Following the 1973 military coup led by General Augusto Pinochet in Chile, a military death squad known as the Caravan of Death travelled city to city, dragging political prisoners from jail and executing them. Two decades later, CJA and the family of one of the victims brought a civil suit against former Caravan member Armando Fernández Larios. When a Miami jury found Fernández Larios liable —for torture, crimes against humanity, and extrajudicial killing —it was the first time a Pinochet-era perpetrator had been tried in the United States.

The Caravan of Death scoured the country from prison to prison in search of political opponents to the new military regime. Over the course of several weeks, the convoy brutally tortured and executed at least 75 Chileans and put their bodies in unmarked graves.

One of their victims was Winston Cabello, a young economist who had worked for ousted President Salvador Allende and was suspected of being disloyal to the new military dictatorship under General Pinochet.

On September 12, 1973, the day after the coup, Winston was arrested and held at a military garrison with other political prisoners. After five weeks, he was told that his file had been reviewed and that his release was imminent.

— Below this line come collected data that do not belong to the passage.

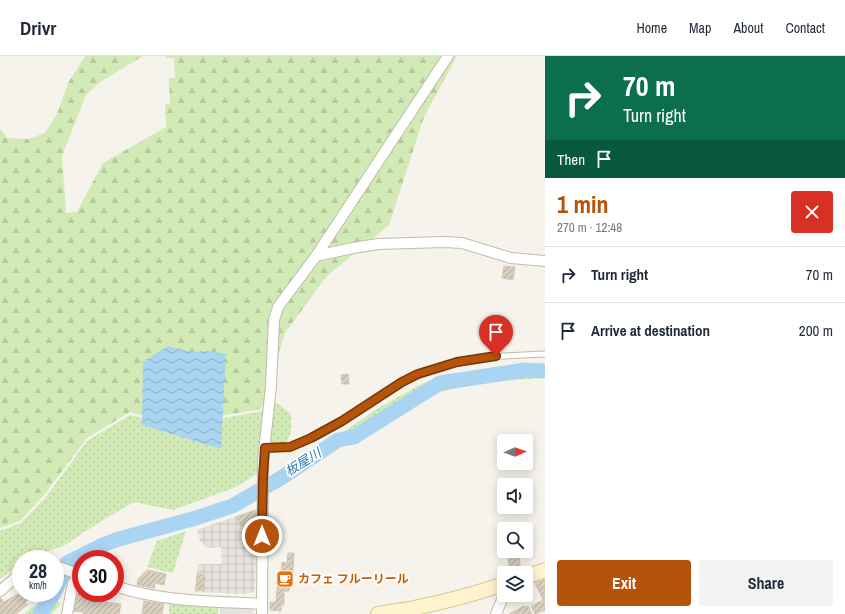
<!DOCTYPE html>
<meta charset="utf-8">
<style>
:root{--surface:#fff;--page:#f2f2f3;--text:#1f2937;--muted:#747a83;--line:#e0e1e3;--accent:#b45309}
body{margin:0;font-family:"Archivo Narrow","Noto Sans JP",sans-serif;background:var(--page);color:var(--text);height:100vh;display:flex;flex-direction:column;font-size:15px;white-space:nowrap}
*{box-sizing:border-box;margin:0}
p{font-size:13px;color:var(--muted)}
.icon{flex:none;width:22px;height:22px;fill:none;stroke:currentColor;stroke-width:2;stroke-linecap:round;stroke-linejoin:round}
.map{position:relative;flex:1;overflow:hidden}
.sheet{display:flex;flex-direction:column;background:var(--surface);width:300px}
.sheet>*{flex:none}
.banner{background:#0b6e4f;color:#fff;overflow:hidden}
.needle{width:26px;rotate:88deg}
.buttons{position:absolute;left:497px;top:378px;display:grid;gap:8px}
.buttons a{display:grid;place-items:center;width:36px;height:36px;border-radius:4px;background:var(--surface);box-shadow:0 2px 10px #0003;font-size:20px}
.speed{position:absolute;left:12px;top:494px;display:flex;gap:8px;font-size:20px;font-weight:700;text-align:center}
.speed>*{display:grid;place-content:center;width:52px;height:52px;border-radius:50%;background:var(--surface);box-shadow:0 2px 10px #0003;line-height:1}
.speed small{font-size:10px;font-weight:400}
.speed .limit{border:6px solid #d22;background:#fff;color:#111}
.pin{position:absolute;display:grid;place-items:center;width:34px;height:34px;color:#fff;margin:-41px -17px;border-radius:50% 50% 50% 0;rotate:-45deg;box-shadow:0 0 4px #0007}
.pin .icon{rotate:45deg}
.me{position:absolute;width:44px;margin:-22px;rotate:0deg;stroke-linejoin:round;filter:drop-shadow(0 0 3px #0008)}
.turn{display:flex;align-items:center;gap:14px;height:84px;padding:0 12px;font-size:18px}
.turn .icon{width:52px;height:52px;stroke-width:2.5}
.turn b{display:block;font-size:28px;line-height:34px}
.then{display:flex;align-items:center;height:38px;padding:0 12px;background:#0003;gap:8px;font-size:15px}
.round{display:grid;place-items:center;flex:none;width:42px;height:42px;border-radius:4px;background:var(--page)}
.headline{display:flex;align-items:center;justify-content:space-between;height:68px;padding:0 12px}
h1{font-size:24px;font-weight:700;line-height:30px;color:var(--accent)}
.cta{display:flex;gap:8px;margin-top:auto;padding:8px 12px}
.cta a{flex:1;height:46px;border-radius:4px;background:var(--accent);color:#fff;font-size:16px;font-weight:700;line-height:46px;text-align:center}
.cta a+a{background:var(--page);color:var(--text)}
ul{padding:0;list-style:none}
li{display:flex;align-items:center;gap:12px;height:56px;padding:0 12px;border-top:1px solid var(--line)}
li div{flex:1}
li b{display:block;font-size:15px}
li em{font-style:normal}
header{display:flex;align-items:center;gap:24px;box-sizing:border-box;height:56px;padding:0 20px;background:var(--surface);border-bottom:1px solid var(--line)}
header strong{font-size:19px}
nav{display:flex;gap:22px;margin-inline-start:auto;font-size:14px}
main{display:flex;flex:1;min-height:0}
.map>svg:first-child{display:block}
.industrial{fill:url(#industrial-grid)}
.grass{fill:url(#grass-dots)}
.forest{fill:url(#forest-firs)}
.parking{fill:#e5e3e0}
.water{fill:url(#water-waves)}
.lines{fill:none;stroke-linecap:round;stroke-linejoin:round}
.river{stroke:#a9d4f2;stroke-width:15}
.building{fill:url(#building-hatch);stroke:#d3c7b4}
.lane-casing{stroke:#c2bbae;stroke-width:7}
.street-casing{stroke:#c2bbae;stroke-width:12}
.secondary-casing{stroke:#d6c79b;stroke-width:16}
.lane{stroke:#fff;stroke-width:5}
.street{stroke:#fff;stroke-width:10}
.secondary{stroke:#fff3cd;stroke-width:14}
.route-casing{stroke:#753606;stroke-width:10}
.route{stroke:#b45309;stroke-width:7}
.labels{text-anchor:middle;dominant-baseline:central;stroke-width:3.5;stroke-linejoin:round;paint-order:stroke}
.food-label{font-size:12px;font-weight:bold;fill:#c56008;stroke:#fff;text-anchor:start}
.water-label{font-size:13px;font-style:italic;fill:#2e7ab2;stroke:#fff}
</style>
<header>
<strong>Drivr</strong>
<nav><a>Home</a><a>Map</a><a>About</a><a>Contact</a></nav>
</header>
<main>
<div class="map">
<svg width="545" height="558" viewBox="0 0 545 558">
<defs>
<pattern id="industrial-grid" width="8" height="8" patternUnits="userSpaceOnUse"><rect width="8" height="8" fill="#e6e2dd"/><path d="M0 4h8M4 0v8" fill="none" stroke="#c7c3be"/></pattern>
<pattern id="grass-dots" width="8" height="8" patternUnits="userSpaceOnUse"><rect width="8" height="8" fill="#d2eab5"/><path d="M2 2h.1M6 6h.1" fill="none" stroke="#b6ca9c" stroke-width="1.8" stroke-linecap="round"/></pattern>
<pattern id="forest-firs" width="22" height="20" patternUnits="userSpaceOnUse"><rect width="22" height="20" fill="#d2eab5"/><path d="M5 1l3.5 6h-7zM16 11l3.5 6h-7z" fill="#b6ca9c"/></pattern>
<pattern id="water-waves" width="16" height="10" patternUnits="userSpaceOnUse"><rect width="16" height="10" fill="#a9d4f2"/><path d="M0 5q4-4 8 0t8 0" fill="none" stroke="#8caec5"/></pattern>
<pattern id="building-hatch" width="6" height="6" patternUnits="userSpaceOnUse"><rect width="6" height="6" fill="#d8cfc1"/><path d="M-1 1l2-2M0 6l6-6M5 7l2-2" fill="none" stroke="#b1aa9e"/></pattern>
</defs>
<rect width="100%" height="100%" fill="#f6f3ec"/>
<path class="industrial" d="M257,453L255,536L244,538L195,536L198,508H222L221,491L208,492L200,485L197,474Z"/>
<g class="grass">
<path d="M532,317L545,318V322C514,324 473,326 444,335C434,338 425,342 415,346L427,336L451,328Z"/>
<path d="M445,321L428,329L350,380L340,378L380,351L425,326Z"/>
<path d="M277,347L291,358V376L286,389L262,396L257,418L234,432L173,454L134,446L98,467L65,489L28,503H21V507L0,523V475L21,467L46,441L87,385L130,359L177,371L263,355Z"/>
<path d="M186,475L173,517L147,511L157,485Z"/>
<path d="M48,539L51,541L35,558H24Z"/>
<path d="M54,543L61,548L52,558H43Z"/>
<path d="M169,543L218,547V558H169Z"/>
</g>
<path class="forest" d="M85,0H143L100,26L86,39L62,100L66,157L77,156L103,107L166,71L165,48H170L169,22H175L174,2H166V0H457L424,61L389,169L327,220L285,277L261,353L174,368L130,356L87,382L44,439L20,465L0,472V73L7,82L28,83L45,77L57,58L68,27Z"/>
<rect class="parking" x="220" y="551" width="33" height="7"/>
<path class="water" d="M168,290L191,296L209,295L226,298L221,393L142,369L143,306Z"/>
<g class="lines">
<g class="river">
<path d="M55,535L67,507L105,488L119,483L196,462L232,450L281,422L338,384L354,381L440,327L525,314L545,315"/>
<path d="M40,558L54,537"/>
</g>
</g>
<g class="building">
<path d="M504,210L515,211L513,224L502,222Z"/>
<path d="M348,318L349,328H342L341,319Z"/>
<path d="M256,454V467L240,470L236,461Z"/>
<path d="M519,495L520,510H517V511L509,512L508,496Z"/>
<path d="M288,497H294L292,528H290L289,535H284V549H281V555L270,554V546H276L278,521H281L282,506L287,507Z"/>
<path d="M147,514L166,518L164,529L155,527L154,532L137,529L138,523Z"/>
<path d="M197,518L205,519L204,534H196Z"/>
<path d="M545,523V554L535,558L531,550L543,544L535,527Z"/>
<path d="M20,537H37L25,546L27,549L16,558H0V541L4,546Z"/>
<path d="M78,537H109L105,546L121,548L119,558H83L84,556L74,555Z"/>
<path d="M144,545L164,548L162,558H142Z"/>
<path d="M524,550L525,551L528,550L532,558H509Z"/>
</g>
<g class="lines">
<g class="lane-casing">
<path id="lane" d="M265,392L290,391L311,382L342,365L402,326L418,317L457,306L484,301L545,298"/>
</g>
<g class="street-casing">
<g id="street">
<path d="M316,200L353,192L378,188L444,186L462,187L511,202L545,205"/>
<path d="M55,510L81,519L73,527L67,558"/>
<path d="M115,530C162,546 213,545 262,548"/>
<path d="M0,535L21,517"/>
<path d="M262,558L263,405L271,330L274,264L278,251L316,200L448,0"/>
<path d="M496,558L504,539"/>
</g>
</g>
<g class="secondary-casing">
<g id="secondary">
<path d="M526,521L545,514"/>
<path d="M378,558C421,552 463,542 504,528"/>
</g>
</g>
<use href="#lane" class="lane"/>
<use href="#street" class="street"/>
<use href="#secondary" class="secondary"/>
</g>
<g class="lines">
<g class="route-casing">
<path id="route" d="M262,480L263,421L265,392L290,391L311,382L342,365L402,326L418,318L457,306L496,300"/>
</g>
<use href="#route" class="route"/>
</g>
<defs>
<g id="cafe-square" transform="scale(0.9)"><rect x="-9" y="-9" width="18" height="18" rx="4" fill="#e8710a" stroke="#fff"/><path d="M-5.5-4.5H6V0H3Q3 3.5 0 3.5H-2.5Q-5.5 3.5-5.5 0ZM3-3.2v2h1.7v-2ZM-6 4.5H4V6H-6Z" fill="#fff"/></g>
</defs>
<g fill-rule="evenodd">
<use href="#cafe-square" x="285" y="523"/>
</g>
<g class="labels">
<g class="food-label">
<text x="298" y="523">カフェ フルーリール</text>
</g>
<g class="water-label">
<text transform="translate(303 406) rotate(-32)">板屋川</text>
</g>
</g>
</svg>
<div class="buttons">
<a><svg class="needle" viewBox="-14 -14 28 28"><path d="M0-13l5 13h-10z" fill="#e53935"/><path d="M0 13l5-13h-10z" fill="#747a83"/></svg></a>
<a><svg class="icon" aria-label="sound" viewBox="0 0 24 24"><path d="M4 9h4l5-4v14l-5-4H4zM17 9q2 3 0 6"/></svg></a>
<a><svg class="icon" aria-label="search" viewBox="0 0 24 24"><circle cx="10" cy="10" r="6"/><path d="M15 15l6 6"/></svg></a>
<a><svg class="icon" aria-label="layers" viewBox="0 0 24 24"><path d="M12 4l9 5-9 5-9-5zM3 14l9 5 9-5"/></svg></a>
</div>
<div class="speed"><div>28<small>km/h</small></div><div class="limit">30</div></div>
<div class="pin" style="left:496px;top:300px;background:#d93025"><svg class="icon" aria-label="arrive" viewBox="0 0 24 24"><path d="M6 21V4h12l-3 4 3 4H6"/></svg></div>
<svg class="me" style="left:262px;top:480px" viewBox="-20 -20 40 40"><circle r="17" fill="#b45309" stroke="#fff" stroke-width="3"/><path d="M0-11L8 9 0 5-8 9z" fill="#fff"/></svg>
</div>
<section class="sheet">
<div class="banner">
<div class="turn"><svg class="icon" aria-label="right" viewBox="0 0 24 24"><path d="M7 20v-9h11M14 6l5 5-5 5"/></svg><div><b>70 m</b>Turn right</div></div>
<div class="then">Then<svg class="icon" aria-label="arrive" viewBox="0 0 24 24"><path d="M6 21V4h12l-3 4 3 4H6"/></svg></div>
</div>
<div class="headline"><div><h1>1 min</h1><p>270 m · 12:48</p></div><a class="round" style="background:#d93025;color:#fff"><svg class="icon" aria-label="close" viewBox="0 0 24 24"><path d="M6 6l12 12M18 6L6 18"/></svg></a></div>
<ul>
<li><svg class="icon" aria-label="right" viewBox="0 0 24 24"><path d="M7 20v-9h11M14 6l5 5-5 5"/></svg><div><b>Turn right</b></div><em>70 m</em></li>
<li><svg class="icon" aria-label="arrive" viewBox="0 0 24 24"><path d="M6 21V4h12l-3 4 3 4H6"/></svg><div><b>Arrive at destination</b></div><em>200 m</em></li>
</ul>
<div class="cta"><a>Exit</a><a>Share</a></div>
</section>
</main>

Instead, defendant Armando Fernández Larios and the other members of the Caravan of Death arrived and took Winston and 12 other prisoners, put them onto a military truck, and drove to a secluded area and executed them all. The government issued an announcement that the prisoners were shot “while trying to escape.”

It was not until 1990, once Pinochet had left power, that the families were told where to find the bodies. Once exhumed, the victims’ bodies bore signs of atrocious torture.

By this time, Fernández Larios had already “retired” to the United States, where he publicly acknowledged that he had been part of the Caravan of Death.

However, a Chilean amnesty law barred prosecution in Chile, and U.S. criminal law did not permit prosecution for either extrajudicial killings nor torture committed abroad before 1994.

In 1999, CJA filed a civil suit against Fernández Larios, the Cabello family’s only legal remedy for justice. In 2003, a Miami jury found Fernández Larios liable for torture, crimes against humanity, and extrajudicial killing and awarded $4 million in damages to the Cabello family.

The Cabello family’s victory was a powerful vindication for the survivors of Pinochet’s regime.